Activity | Where does "fillStyle" appear in the data? Return each line that holds it.

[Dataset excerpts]
***
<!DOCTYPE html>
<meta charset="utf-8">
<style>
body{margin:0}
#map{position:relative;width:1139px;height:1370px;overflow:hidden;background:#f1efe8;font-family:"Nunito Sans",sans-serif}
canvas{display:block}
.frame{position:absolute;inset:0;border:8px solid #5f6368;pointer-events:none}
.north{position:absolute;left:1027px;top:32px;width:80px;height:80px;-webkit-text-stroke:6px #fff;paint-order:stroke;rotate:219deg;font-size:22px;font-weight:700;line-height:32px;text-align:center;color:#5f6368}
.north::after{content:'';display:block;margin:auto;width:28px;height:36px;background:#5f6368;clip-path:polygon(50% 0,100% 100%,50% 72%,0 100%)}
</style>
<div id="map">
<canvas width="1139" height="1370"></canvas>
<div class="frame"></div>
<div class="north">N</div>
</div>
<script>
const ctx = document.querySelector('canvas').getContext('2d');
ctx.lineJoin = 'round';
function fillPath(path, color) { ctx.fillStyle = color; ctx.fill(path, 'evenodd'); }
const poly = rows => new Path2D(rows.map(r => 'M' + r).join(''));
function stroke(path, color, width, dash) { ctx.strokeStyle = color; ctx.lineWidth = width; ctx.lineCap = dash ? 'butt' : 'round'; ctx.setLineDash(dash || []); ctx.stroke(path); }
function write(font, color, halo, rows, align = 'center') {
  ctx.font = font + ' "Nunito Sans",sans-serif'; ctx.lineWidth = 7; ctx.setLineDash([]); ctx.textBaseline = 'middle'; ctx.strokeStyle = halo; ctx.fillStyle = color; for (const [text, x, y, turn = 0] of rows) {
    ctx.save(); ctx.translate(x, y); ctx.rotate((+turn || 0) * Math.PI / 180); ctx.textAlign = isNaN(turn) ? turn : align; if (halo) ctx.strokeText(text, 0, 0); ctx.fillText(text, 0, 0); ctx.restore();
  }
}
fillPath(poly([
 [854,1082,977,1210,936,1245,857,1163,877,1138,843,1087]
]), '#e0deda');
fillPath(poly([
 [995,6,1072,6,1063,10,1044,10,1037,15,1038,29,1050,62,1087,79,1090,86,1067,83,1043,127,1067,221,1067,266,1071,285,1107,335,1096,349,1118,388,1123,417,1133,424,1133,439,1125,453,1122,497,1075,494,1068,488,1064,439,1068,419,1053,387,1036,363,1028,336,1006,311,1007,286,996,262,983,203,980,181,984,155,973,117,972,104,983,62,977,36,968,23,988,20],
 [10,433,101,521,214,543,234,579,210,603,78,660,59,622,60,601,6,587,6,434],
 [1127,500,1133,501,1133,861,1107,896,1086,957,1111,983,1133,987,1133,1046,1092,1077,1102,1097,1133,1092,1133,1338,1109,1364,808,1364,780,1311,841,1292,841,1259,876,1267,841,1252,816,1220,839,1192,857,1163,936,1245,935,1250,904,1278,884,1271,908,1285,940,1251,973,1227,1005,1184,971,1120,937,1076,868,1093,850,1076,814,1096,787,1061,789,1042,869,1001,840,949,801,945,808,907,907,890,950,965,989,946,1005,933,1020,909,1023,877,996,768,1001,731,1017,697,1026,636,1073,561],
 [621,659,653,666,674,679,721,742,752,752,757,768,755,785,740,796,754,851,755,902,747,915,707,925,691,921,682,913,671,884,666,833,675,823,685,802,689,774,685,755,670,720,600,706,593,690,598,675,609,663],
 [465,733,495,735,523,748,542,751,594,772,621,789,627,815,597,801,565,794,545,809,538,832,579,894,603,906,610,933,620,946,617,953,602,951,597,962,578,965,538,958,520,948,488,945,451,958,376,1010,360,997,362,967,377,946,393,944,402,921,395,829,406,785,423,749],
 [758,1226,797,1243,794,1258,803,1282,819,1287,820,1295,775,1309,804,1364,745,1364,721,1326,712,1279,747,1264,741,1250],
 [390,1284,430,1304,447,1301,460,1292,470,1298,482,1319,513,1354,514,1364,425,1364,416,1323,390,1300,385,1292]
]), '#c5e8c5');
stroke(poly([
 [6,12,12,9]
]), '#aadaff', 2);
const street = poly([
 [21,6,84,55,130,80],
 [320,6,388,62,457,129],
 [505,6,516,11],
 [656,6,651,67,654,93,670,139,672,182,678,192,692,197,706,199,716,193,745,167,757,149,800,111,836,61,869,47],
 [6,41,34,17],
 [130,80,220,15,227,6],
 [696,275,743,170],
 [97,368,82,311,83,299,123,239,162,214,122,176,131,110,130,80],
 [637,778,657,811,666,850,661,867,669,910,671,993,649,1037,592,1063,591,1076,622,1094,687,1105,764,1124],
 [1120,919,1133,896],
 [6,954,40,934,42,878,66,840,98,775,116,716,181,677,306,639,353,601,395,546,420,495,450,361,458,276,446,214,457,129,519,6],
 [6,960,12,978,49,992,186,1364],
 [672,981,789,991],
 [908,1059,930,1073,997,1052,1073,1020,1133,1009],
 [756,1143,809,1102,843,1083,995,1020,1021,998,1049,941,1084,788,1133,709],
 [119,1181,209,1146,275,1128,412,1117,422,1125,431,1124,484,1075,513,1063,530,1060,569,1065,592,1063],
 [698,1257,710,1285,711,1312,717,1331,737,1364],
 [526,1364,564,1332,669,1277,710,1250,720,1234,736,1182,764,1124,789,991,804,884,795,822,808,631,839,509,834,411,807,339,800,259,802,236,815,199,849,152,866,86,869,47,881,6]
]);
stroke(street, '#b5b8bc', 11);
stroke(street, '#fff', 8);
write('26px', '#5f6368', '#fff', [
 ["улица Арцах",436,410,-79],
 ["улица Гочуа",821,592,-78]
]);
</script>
***
Solution to this problem |
function fillPath(path, color) { ctx.fillStyle = color; ctx.fill(path, 'evenodd'); }
  ctx.font = font + ' "Nunito Sans",sans-serif'; ctx.lineWidth = 7; ctx.setLineDash([]); ctx.textBaseline = 'middle'; ctx.strokeStyle = halo; ctx.fillStyle = color; for (const [text, x, y, turn = 0] of rows) {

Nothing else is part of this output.